═══ EXTRACTED DATA ═══

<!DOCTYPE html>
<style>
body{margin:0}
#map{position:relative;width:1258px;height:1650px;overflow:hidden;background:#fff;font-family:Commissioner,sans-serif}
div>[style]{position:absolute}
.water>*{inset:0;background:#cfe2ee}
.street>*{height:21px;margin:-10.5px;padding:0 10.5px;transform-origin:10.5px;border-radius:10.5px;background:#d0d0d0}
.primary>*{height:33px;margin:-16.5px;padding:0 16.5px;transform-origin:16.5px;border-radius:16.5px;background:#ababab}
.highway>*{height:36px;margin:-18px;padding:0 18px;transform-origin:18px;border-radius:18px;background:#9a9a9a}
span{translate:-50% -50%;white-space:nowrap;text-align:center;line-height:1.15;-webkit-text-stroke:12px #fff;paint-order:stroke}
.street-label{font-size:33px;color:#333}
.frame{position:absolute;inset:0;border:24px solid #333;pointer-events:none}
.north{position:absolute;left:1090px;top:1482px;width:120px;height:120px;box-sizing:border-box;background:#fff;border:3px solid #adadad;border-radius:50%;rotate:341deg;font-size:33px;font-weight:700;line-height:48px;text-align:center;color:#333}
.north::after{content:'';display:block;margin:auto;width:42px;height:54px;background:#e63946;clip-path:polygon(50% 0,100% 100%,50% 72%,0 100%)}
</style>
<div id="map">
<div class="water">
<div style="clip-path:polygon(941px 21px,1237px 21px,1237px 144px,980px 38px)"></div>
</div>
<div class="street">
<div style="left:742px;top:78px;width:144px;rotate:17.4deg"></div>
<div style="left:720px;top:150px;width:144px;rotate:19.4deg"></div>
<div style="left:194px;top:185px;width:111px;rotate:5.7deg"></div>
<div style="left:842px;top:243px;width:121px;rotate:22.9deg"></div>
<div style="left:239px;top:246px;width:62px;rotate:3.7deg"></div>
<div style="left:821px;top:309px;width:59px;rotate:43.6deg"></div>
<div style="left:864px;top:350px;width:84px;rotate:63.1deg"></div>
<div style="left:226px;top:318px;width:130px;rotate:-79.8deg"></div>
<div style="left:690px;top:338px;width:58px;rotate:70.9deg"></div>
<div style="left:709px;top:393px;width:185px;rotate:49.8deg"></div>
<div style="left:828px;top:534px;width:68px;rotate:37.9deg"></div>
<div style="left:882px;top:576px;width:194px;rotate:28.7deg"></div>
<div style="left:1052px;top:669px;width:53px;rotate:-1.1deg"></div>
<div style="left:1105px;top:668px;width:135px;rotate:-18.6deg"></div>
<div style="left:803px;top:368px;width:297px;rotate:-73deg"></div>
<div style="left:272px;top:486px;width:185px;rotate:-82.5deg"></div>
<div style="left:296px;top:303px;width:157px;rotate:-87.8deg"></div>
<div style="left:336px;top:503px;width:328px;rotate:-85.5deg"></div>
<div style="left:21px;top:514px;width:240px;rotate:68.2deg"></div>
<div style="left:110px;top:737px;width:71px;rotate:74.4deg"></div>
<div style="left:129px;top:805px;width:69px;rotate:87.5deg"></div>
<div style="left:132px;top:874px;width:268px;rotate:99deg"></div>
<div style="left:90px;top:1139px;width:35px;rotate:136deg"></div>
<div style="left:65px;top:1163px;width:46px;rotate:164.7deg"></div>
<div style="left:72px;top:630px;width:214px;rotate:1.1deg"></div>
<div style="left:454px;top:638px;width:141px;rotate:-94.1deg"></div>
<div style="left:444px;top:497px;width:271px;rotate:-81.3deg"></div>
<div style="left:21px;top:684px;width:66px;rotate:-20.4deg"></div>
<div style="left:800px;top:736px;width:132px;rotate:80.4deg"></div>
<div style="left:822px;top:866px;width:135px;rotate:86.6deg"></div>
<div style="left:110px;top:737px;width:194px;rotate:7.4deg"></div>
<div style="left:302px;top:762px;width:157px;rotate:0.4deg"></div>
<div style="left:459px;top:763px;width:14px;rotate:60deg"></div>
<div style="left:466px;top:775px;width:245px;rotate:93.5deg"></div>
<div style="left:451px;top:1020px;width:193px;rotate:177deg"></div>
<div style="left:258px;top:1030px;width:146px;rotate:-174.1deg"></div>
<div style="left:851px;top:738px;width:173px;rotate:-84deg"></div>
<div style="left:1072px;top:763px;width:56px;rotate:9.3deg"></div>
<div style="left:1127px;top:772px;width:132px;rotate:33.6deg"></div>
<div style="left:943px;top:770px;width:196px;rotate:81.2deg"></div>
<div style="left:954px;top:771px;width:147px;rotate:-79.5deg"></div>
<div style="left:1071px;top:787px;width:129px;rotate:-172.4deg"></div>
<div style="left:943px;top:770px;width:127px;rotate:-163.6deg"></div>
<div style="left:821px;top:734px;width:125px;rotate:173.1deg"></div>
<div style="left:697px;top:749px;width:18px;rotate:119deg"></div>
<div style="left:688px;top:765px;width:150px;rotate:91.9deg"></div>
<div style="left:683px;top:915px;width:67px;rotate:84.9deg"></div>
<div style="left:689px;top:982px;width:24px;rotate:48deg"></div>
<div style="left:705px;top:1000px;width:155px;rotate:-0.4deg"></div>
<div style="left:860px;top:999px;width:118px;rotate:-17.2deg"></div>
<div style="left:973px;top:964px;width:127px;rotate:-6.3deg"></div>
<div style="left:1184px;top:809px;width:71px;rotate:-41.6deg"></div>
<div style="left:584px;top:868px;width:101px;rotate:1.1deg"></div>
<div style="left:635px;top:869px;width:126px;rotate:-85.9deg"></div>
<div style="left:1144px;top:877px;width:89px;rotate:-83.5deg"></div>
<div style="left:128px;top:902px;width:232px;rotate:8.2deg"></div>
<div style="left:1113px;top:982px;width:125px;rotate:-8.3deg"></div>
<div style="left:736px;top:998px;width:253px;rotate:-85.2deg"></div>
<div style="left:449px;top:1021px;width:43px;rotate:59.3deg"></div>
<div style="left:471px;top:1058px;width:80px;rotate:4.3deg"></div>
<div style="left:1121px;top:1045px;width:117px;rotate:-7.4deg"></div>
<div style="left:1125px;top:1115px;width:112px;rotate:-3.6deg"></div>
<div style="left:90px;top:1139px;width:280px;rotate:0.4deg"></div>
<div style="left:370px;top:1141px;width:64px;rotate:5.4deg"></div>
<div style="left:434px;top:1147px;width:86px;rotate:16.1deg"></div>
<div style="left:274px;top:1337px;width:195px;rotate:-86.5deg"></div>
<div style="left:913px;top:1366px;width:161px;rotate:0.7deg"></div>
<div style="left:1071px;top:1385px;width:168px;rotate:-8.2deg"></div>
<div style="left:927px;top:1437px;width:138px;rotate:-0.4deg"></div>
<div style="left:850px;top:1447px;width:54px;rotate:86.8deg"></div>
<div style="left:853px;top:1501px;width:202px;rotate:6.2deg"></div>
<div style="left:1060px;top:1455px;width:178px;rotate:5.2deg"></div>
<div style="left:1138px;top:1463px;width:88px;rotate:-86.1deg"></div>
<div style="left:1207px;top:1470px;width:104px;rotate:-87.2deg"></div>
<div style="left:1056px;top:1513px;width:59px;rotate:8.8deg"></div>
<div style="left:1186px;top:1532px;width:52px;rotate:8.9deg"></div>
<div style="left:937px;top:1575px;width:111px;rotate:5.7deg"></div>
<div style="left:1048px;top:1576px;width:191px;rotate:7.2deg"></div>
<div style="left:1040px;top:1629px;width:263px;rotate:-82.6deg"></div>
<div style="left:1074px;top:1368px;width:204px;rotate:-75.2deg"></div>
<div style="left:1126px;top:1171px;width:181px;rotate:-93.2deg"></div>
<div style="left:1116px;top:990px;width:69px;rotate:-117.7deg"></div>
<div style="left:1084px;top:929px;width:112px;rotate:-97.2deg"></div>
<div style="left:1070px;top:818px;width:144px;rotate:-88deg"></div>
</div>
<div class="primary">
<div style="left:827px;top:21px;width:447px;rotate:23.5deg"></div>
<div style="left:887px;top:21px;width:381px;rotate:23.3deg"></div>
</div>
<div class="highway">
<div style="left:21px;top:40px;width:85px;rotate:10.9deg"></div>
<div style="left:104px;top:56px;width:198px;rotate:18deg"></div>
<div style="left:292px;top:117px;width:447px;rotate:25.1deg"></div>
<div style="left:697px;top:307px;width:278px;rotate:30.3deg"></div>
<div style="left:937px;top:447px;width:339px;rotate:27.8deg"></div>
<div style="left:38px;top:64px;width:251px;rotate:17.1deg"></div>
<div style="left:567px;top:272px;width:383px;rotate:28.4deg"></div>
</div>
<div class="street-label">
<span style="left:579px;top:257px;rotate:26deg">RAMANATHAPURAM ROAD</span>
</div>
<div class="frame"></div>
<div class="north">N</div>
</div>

═══
═══ EXTRACTED DATA ═══

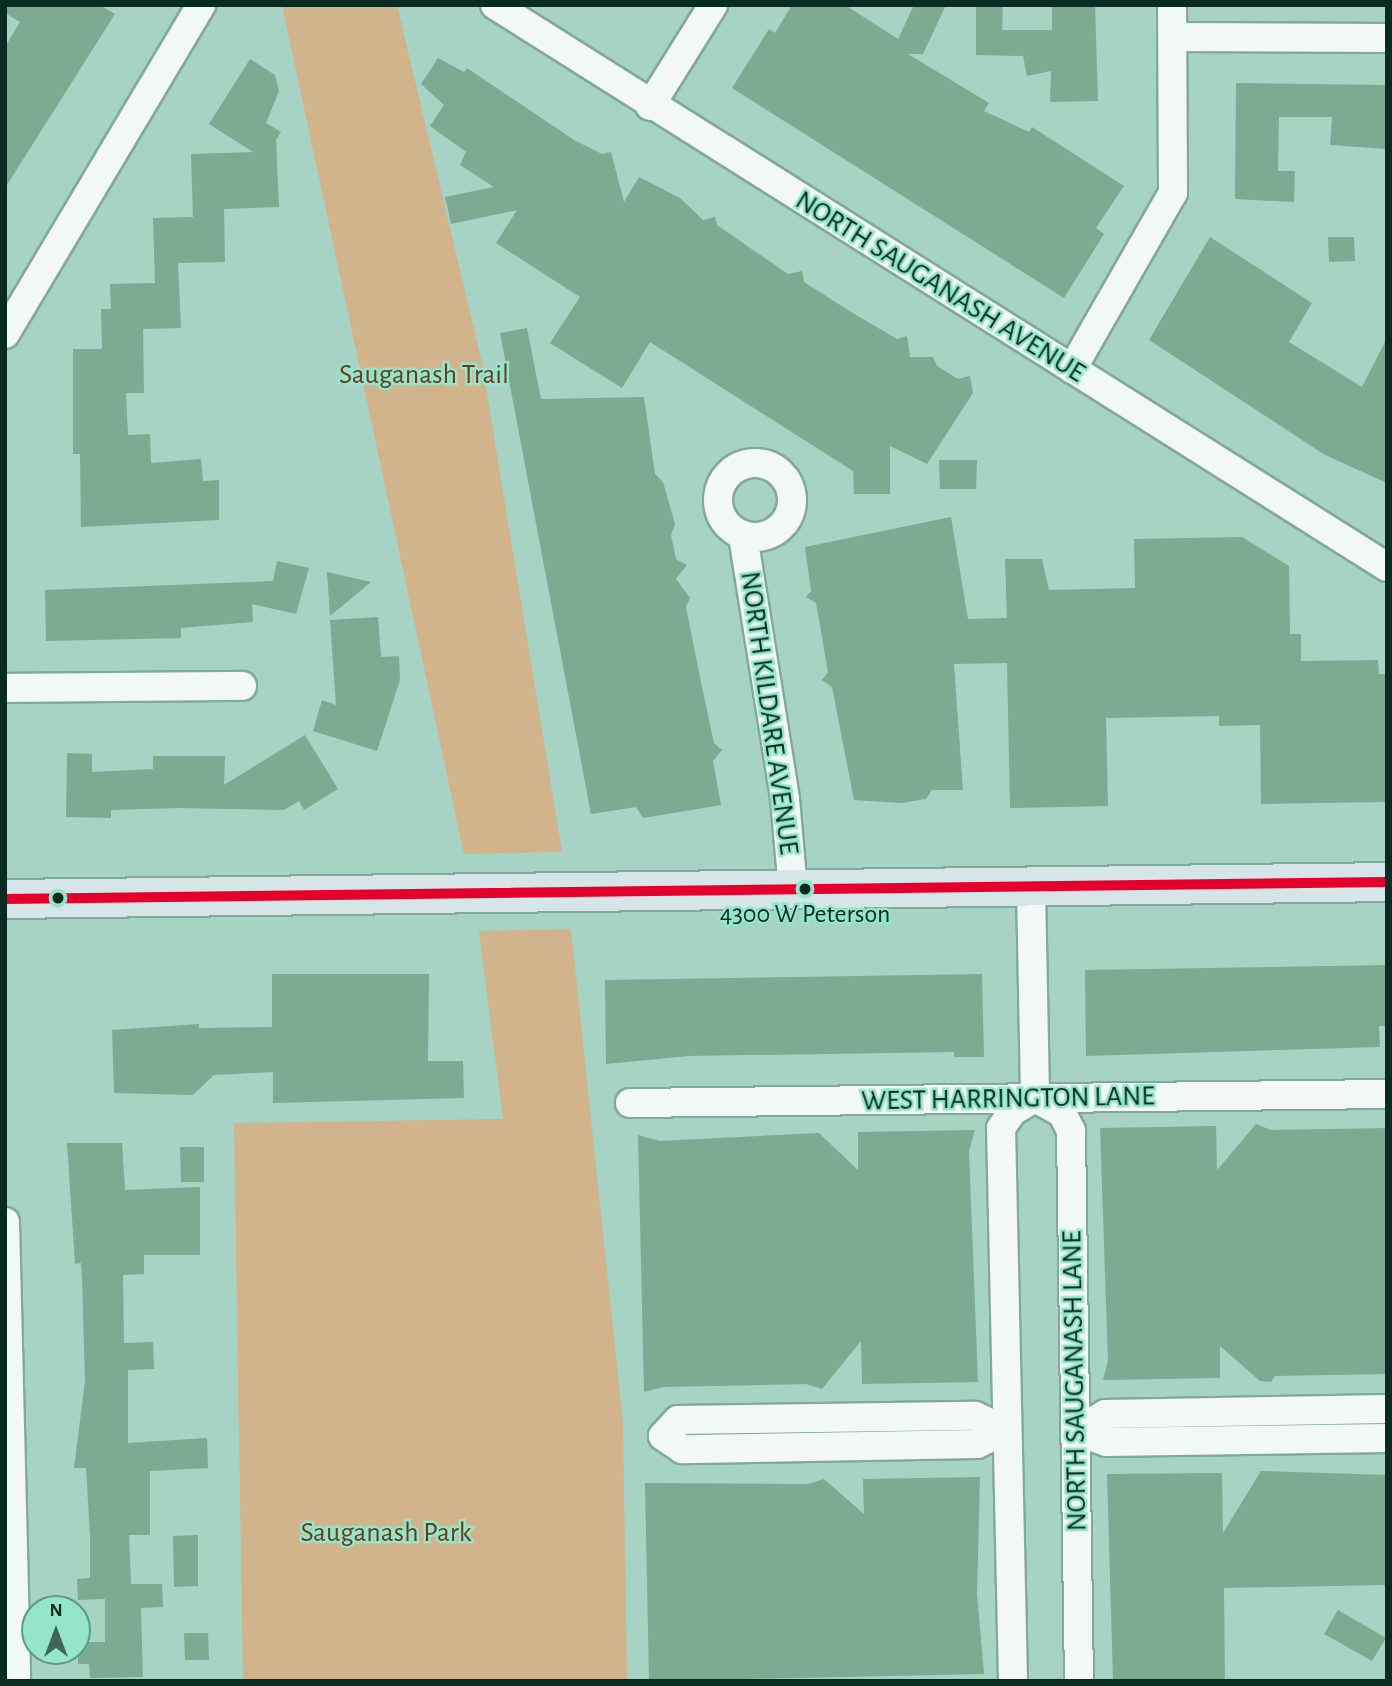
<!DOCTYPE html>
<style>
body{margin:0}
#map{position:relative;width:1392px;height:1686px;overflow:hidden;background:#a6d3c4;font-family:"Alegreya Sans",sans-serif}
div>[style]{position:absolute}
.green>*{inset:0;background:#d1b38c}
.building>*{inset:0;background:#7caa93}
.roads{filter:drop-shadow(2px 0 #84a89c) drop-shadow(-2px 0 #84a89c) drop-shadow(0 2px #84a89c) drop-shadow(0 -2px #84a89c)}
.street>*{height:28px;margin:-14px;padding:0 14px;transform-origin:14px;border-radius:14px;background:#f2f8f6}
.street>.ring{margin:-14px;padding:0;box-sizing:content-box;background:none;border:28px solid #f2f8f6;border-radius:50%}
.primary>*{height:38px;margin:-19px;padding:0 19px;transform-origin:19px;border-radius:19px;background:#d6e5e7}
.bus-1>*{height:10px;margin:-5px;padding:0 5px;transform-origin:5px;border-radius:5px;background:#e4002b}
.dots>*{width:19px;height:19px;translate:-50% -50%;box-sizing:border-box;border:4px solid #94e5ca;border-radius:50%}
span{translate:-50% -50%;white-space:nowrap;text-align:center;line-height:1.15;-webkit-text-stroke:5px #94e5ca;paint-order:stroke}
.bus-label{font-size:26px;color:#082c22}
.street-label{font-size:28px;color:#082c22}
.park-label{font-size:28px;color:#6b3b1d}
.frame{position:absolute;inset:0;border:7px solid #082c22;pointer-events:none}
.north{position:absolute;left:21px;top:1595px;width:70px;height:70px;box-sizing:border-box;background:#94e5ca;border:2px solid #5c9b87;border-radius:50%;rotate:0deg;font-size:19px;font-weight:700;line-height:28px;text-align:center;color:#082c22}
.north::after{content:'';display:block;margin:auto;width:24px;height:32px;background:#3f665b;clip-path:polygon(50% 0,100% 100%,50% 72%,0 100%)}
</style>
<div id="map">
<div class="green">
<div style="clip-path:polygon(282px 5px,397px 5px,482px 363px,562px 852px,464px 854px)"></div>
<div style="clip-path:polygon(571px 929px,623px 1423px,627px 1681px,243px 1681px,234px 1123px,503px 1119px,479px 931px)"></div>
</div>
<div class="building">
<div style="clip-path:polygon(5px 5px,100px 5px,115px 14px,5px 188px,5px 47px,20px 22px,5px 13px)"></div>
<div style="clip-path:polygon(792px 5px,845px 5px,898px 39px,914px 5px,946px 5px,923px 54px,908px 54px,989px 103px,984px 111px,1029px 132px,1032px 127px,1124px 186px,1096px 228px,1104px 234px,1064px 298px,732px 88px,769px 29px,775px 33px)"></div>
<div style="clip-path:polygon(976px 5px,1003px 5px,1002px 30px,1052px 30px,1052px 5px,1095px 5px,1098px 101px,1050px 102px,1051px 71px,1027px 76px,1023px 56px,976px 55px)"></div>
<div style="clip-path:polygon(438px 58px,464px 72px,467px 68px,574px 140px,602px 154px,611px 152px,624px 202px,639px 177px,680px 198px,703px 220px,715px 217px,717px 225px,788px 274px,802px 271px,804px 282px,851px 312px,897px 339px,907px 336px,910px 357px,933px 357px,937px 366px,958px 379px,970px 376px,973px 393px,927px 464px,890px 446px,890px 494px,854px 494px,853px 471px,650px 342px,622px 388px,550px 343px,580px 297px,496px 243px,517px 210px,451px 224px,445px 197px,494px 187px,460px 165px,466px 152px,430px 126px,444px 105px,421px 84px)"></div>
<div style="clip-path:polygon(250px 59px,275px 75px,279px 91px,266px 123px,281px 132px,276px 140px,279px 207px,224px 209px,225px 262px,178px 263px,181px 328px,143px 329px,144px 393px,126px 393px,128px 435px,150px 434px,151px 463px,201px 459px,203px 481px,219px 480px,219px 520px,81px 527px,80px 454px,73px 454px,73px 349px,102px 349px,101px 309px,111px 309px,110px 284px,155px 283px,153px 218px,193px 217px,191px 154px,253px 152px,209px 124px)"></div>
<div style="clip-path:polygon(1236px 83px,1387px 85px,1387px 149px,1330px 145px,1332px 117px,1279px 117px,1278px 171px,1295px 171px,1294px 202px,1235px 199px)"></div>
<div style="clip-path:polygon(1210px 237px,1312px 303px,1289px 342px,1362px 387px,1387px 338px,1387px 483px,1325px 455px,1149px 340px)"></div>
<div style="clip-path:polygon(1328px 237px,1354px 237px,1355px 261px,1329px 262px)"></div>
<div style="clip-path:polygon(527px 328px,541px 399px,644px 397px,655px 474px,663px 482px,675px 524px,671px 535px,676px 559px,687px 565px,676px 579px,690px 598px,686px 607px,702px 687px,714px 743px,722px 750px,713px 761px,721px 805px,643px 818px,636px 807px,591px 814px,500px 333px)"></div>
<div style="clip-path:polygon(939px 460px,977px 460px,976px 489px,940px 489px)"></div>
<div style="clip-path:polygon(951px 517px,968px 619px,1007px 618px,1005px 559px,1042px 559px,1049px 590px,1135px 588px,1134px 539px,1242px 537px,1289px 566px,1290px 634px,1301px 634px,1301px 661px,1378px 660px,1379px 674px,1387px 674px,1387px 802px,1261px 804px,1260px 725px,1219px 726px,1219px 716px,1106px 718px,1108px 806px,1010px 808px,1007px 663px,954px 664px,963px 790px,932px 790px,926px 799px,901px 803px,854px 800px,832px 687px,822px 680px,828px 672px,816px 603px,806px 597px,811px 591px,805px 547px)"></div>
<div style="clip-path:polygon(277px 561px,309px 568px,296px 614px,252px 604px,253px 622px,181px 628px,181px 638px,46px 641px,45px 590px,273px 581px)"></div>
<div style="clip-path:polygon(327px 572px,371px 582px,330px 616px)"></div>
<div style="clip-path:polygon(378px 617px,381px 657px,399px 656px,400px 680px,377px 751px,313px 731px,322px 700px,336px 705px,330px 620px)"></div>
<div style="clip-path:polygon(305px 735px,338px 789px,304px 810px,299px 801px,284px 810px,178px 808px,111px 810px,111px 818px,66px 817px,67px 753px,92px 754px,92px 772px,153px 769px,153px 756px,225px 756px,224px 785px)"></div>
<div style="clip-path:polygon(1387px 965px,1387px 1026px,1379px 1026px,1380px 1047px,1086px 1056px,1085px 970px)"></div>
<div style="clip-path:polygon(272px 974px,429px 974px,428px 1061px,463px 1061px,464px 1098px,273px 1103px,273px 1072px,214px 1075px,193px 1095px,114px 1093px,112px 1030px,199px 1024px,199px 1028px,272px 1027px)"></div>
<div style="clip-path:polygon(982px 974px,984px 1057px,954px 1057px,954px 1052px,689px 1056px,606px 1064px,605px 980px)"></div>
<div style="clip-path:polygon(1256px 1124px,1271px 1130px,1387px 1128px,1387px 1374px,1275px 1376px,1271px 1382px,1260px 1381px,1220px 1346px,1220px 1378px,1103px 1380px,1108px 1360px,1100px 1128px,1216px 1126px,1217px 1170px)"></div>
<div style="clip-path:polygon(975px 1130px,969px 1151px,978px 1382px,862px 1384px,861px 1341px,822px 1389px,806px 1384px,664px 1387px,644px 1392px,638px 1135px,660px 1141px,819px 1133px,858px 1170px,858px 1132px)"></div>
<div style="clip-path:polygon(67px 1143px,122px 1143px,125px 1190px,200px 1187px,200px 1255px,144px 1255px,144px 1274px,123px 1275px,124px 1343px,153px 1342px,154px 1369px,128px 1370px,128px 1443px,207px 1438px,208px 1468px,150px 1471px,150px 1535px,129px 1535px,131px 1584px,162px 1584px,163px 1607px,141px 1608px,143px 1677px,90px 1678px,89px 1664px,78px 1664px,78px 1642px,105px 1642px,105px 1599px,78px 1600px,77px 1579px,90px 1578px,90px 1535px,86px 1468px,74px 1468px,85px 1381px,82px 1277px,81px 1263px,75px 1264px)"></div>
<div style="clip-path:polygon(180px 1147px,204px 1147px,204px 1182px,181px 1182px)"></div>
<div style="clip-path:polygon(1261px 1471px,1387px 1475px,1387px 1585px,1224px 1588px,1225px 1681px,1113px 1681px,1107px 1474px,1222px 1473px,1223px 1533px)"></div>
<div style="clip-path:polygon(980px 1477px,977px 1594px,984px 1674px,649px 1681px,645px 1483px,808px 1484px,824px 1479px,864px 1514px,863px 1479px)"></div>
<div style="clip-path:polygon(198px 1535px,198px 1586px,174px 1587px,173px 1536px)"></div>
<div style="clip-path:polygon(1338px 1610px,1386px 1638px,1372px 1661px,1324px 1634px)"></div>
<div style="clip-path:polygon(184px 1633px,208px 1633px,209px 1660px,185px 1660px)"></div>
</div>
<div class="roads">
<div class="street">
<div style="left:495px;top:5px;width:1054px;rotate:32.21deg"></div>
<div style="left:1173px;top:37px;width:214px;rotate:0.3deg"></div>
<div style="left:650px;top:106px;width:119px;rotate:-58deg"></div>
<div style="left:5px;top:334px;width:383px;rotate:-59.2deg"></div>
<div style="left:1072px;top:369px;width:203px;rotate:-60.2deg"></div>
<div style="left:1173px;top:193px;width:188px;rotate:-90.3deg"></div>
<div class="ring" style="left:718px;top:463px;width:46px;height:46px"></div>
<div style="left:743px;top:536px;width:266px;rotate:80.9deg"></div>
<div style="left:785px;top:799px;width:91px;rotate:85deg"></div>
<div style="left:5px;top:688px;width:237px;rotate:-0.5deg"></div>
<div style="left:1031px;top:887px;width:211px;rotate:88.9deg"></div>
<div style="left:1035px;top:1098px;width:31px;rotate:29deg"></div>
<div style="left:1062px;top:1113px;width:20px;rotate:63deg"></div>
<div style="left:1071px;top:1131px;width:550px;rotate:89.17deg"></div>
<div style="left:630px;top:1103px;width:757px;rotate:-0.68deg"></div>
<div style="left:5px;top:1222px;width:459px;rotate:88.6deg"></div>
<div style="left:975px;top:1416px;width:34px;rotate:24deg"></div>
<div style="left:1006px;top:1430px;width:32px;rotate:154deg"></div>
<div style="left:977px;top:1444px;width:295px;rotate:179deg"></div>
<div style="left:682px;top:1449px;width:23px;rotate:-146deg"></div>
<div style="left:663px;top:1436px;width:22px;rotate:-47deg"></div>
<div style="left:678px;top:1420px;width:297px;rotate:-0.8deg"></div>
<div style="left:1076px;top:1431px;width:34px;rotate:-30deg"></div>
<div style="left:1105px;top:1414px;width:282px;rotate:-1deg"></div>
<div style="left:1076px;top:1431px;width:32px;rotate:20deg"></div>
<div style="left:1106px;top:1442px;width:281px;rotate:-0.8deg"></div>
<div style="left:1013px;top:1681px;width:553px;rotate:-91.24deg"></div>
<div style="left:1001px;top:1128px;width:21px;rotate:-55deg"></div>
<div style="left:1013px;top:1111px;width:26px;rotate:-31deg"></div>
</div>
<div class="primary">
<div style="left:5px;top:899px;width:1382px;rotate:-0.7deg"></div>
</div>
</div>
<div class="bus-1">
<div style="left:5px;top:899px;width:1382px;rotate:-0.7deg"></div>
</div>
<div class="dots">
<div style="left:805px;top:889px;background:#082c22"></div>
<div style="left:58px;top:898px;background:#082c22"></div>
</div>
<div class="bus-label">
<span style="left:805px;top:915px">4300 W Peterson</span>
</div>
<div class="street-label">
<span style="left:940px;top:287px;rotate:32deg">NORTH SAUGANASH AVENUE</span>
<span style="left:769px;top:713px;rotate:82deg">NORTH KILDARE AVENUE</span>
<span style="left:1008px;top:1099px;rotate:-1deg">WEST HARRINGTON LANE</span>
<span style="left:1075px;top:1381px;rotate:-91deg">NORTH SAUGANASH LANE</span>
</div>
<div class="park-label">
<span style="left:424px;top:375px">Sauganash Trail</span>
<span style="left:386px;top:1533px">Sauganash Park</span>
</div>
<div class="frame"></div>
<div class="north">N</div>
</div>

═══

● WHAT THE EXERCISE ASKS:
Copy every line of the data above in which the string "family" appears.

● TASK SOLUTION:
#map{position:relative;width:1258px;height:1650px;overflow:hidden;background:#fff;font-family:Commissioner,sans-serif}
#map{position:relative;width:1392px;height:1686px;overflow:hidden;background:#a6d3c4;font-family:"Alegreya Sans",sans-serif}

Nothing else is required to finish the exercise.